Key Value Drivers for Freight Brokerages

Gross margin per load and net revenue margin are the most scrutinized metrics. Healthy freight brokerages maintain 15-20% gross margins ($250-$400 per load on dry van). Brokerages with sub-12% gross margins face significant margin compression risk that depresses multiples. EBITDA margins of 5-8% of gross revenue are typical for well-run brokerages.

Shipper diversity and contract mix determine revenue predictability. Brokerages with 70%+ contract freight from diversified shippers command higher multiples than spot-heavy operators. No single shipper should represent more than 10-15% of gross revenue. Contract shipper relationships with 3+ years of history are highly valued.

Carrier network depth is the supply-side moat. A brokerage with 10,000+ active carrier relationships and low carrier churn has a competitive advantage in capacity procurement. Buyers evaluate carrier compliance (insurance, authority, safety scores) as part of their due diligence.

Broker productivity and retention drive scalability. Average revenue per broker, loads per broker per day, and broker tenure all factor into valuation. High-performing brokerages produce $750K-$1.5M in net revenue per broker annually. Broker retention is critical — when brokers leave, they often take shipper relationships.

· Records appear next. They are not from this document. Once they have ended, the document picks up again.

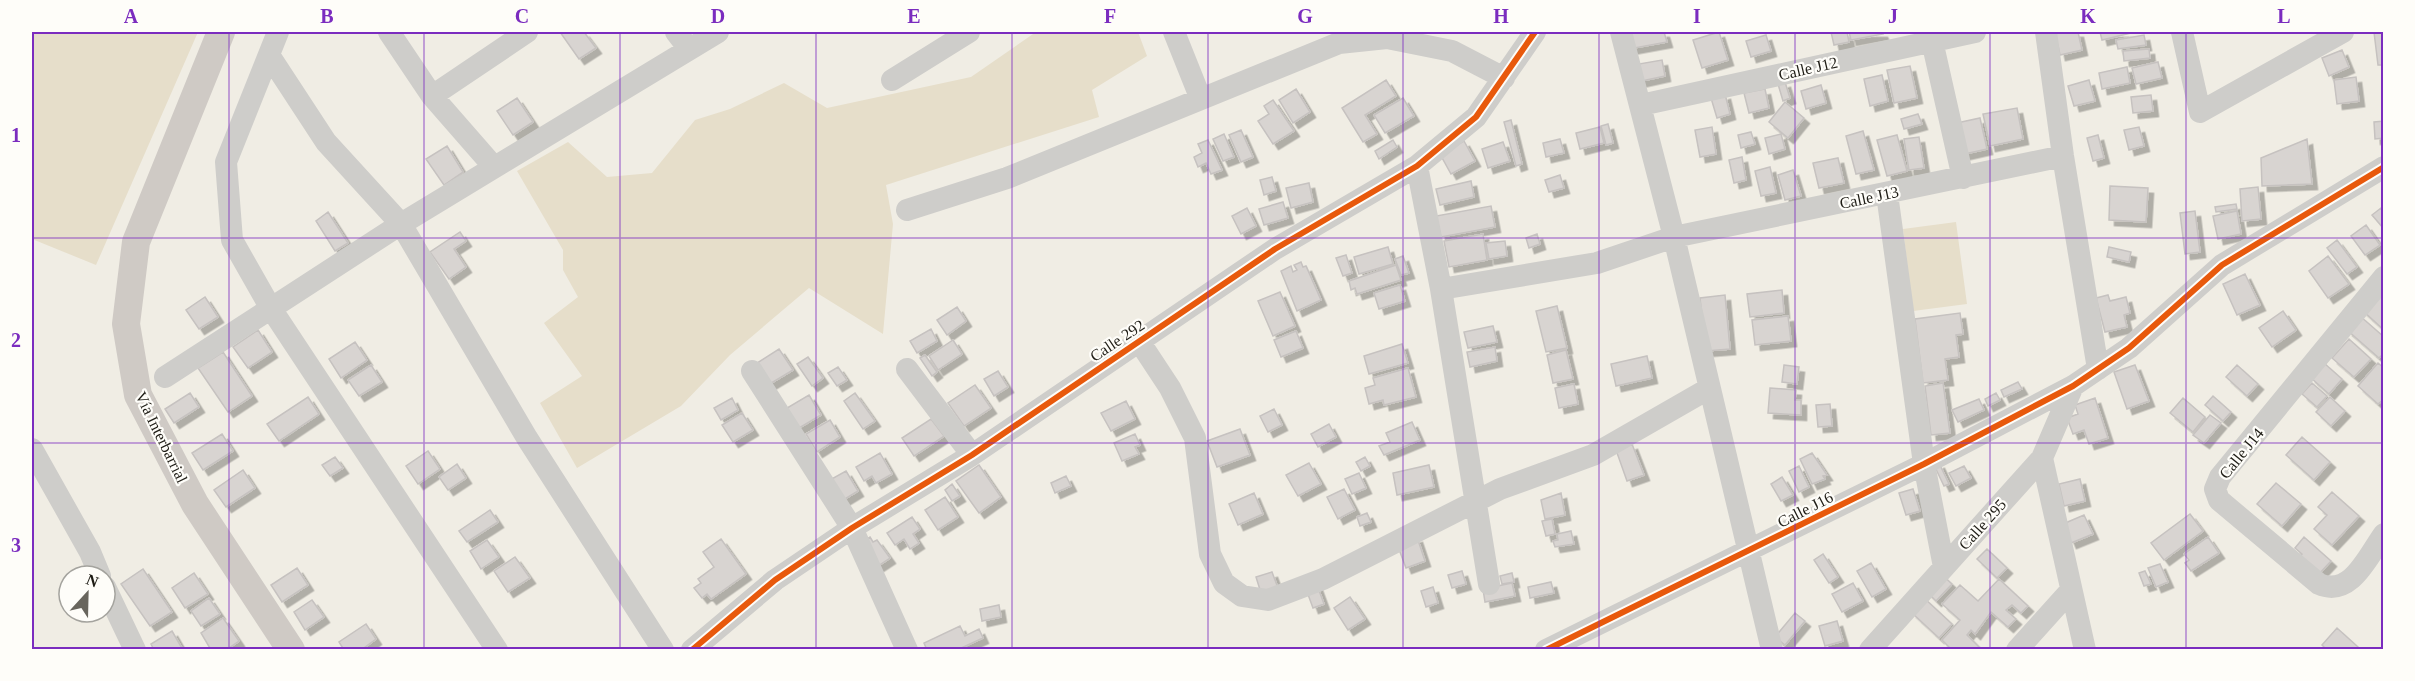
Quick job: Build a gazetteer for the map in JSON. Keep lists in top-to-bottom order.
{
  "streets": {
    "main road": ["Vía Interbarrial"],
    "street": [
      "Calle J12",
      "Calle J13",
      "Calle 292",
      "Calle J14",
      "Calle J16",
      "Calle 295"
    ]
  },
  "crossings": [
    ["Calle J16", "Calle 295"]
  ],
  "north": "top",
  "grid": {
    "columns": [
      "A",
      "B",
      "C",
      "D",
      "E",
      "F",
      "G",
      "H",
      "I",
      "J",
      "K",
      "L"
    ],
    "rows": ["1", "2", "3"]
  }
}
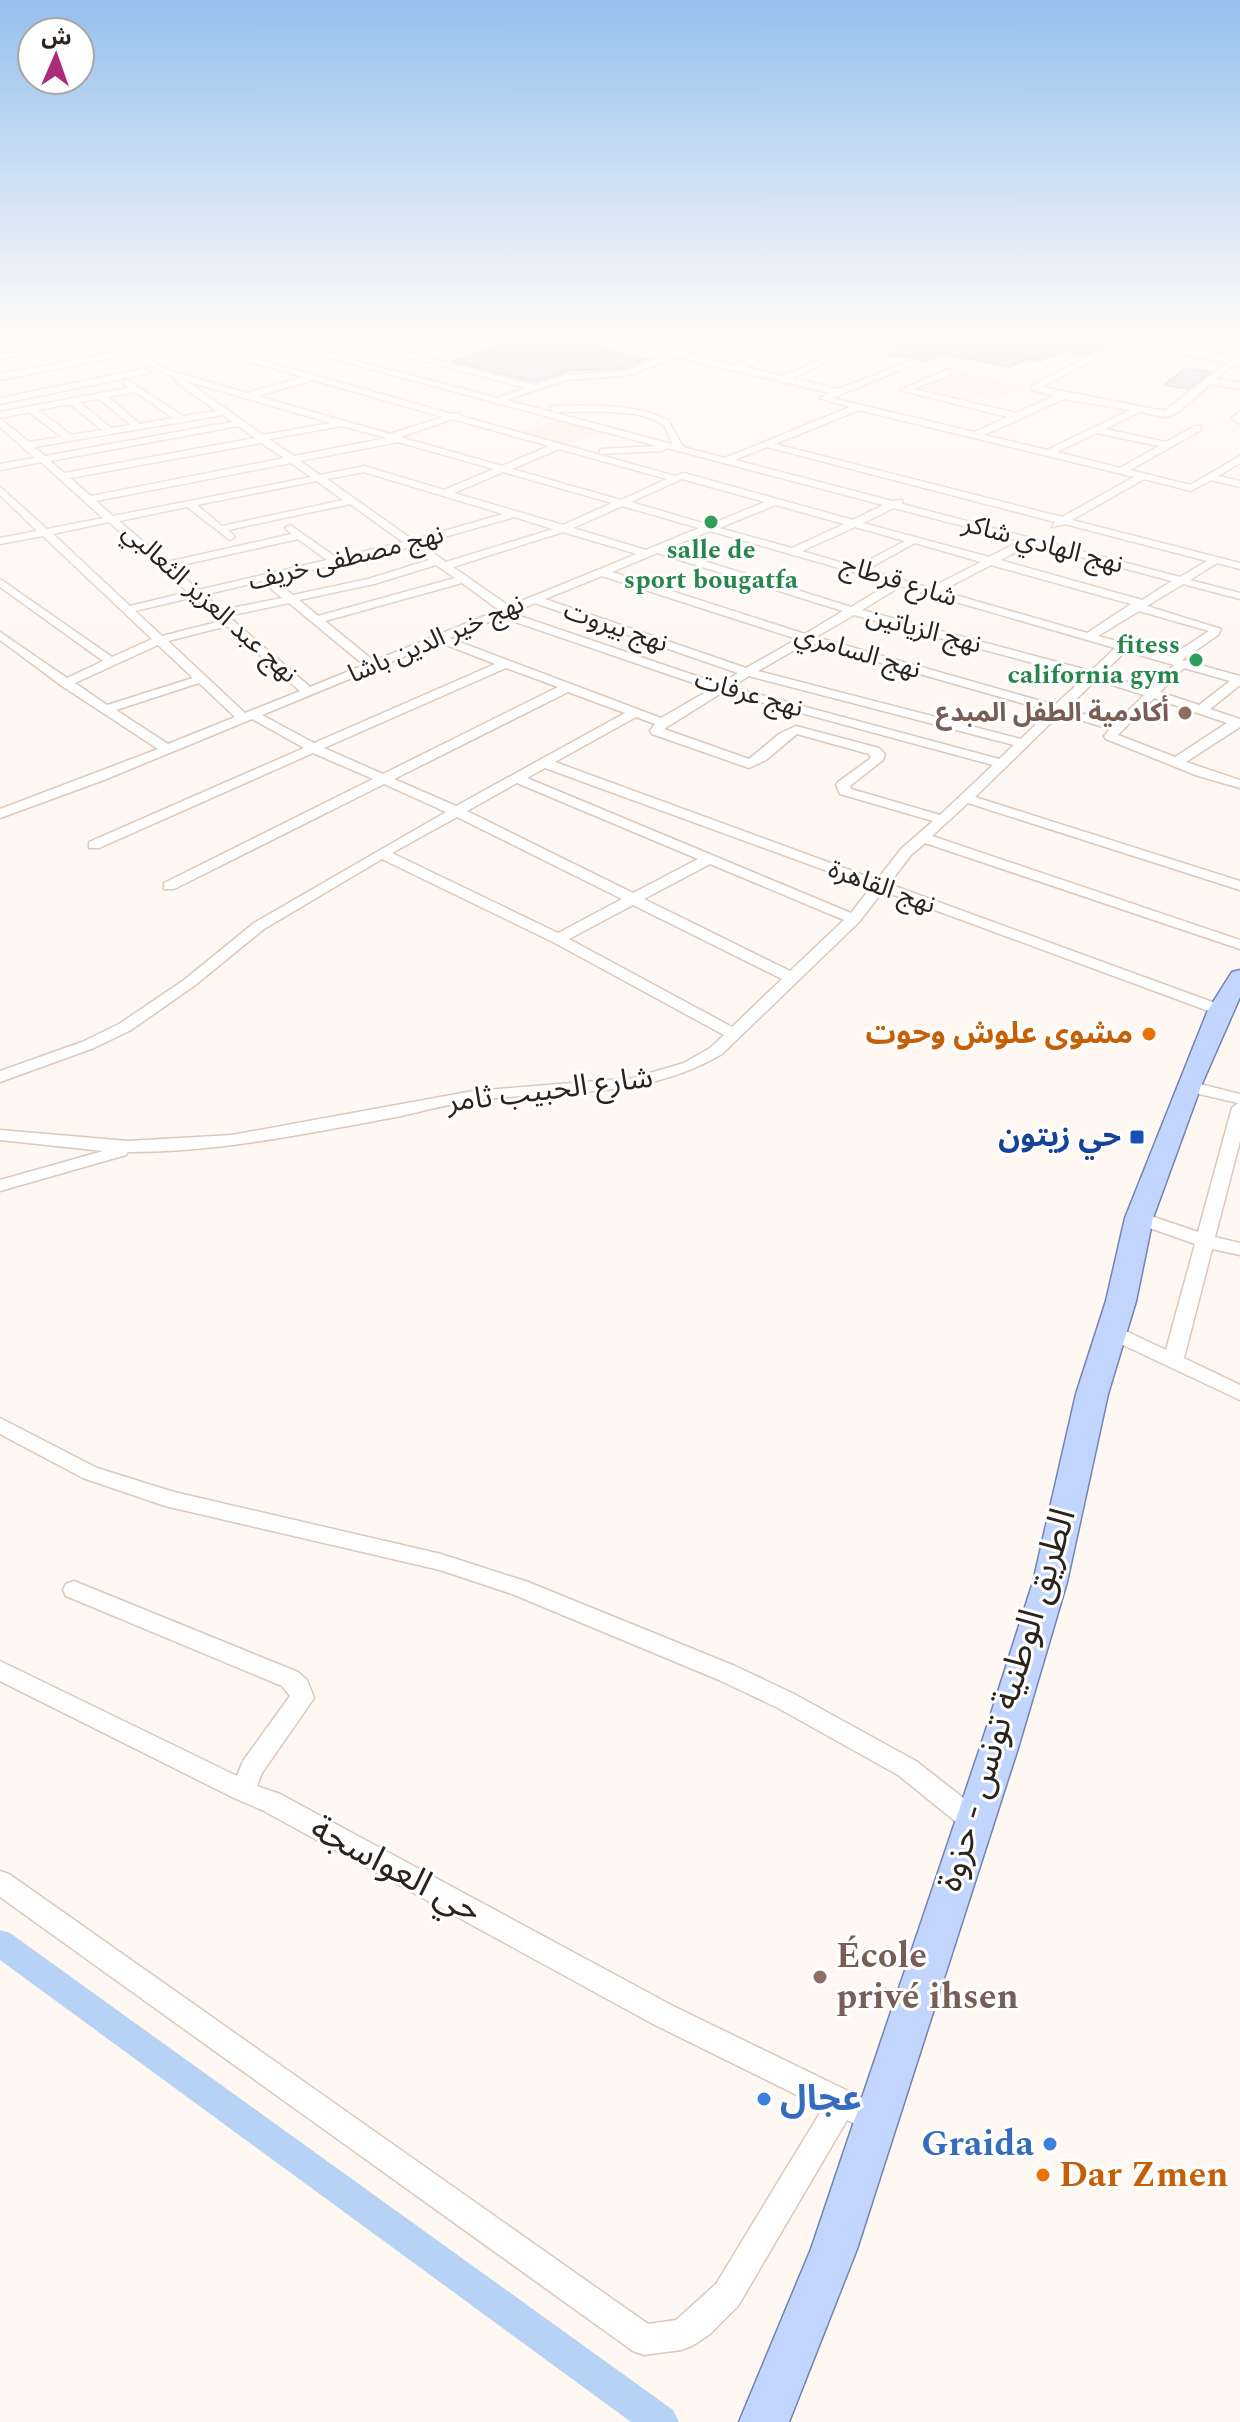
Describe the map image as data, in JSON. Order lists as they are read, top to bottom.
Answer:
{
  "streets": {
    "main road": ["الطريق الوطنية تونس - حزوة"],
    "street": [
      "نهج الهادي شاكر",
      "نهج مصطفى خريف",
      "شارع قرطاج",
      "نهج عبد العزيز الثعالبي",
      "نهج بيروت",
      "نهج الزياتين",
      "نهج خير الدين باشا",
      "نهج السامري",
      "نهج عرفات",
      "نهج القاهرة",
      "شارع الحبيب ثامر",
      "حي العواسجة"
    ]
  },
  "crossings": [
    ["نهج مصطفى خريف", "نهج عبد العزيز الثعالبي"],
    ["نهج مصطفى خريف", "نهج الزياتين"],
    ["نهج مصطفى خريف", "نهج عرفات"],
    ["شارع قرطاج", "نهج خير الدين باشا"],
    ["شارع قرطاج", "شارع الحبيب ثامر"],
    ["نهج عبد العزيز الثعالبي", "نهج خير الدين باشا"],
    ["نهج بيروت", "نهج خير الدين باشا"],
    ["نهج بيروت", "شارع الحبيب ثامر"],
    ["نهج الزياتين", "نهج خير الدين باشا"],
    ["نهج الزياتين", "نهج عرفات"],
    ["نهج الزياتين", "شارع الحبيب ثامر"],
    ["نهج خير الدين باشا", "نهج السامري"],
    ["نهج خير الدين باشا", "نهج عرفات"],
    ["نهج السامري", "شارع الحبيب ثامر"],
    ["نهج عرفات", "شارع الحبيب ثامر"],
    ["نهج القاهرة", "شارع الحبيب ثامر"],
    ["نهج القاهرة", "الطريق الوطنية تونس - حزوة"],
    ["الطريق الوطنية تونس - حزوة", "حي العواسجة"]
  ],
  "places": {
    "other": [
      "salle de sport bougatfa",
      "fitess california gym",
      "أكادمية الطفل المبدع",
      "مشوى علوش وحوت",
      "École privé ihsen",
      "عجال",
      "Graida",
      "Dar Zmen"
    ],
    "transit": ["حي زيتون"]
  },
  "north": "top"
}
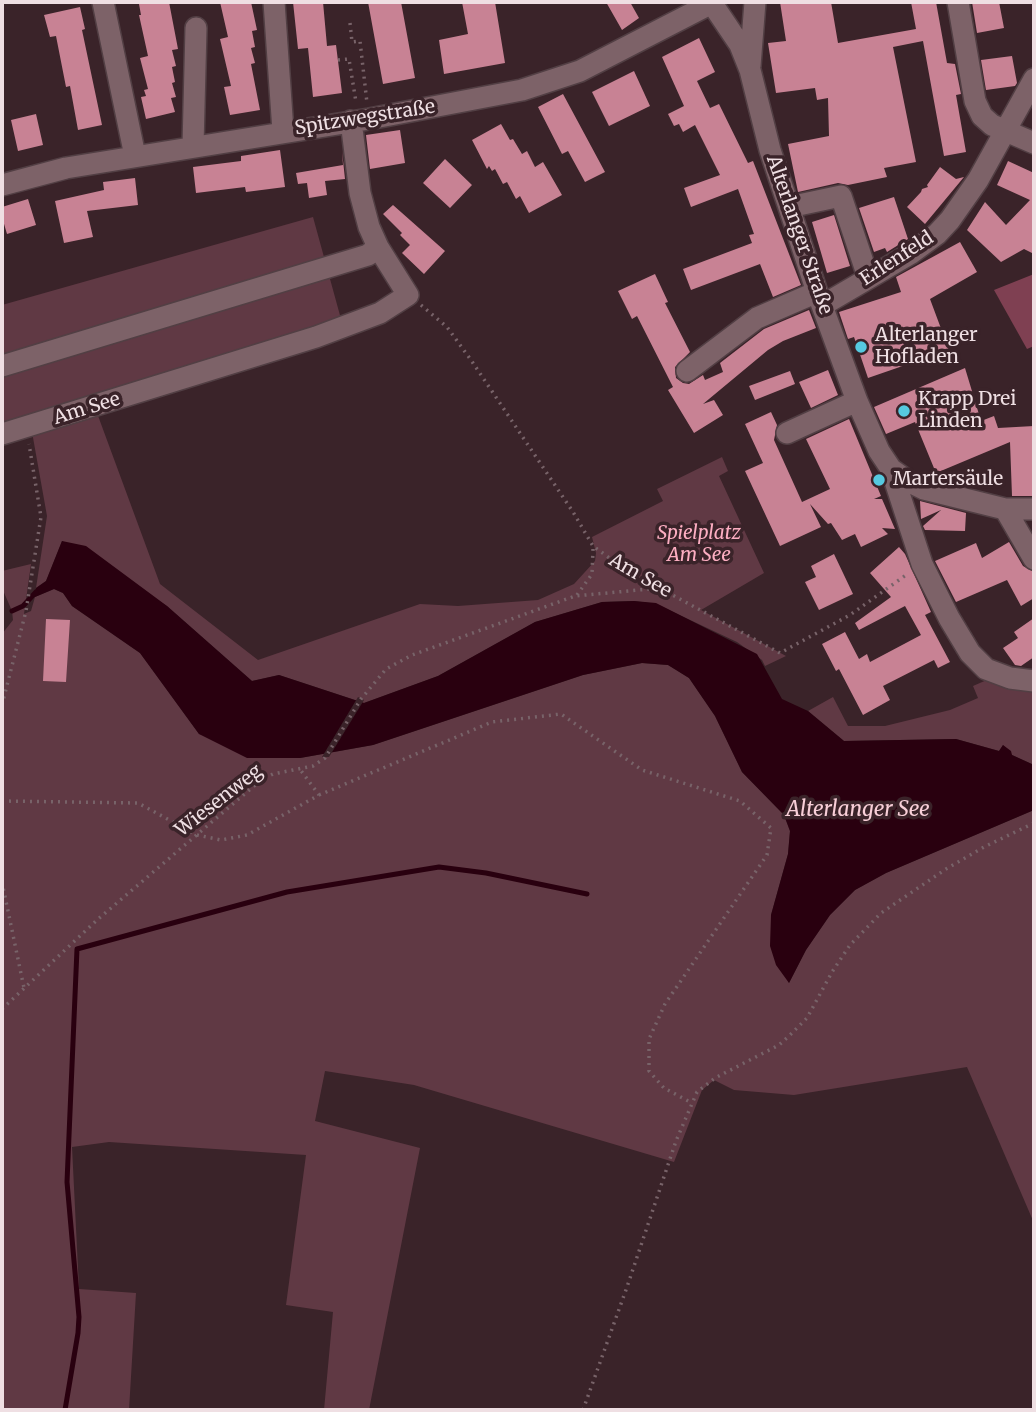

What Decreases Freight Brokerage Value

Customer concentration is the most common deal issue. Brokerages where one or two shippers represent 30%+ of revenue face significant haircuts or earnout-heavy deal structures. Diversification across industries (food, retail, manufacturing, construction) reduces cyclical risk.

Thin margins in a soft freight market compress earnings and multiples simultaneously. Buyers will normalize EBITDA across the freight cycle, but a brokerage generating half its peak-year EBITDA is going to sell for less even with cycle adjustments.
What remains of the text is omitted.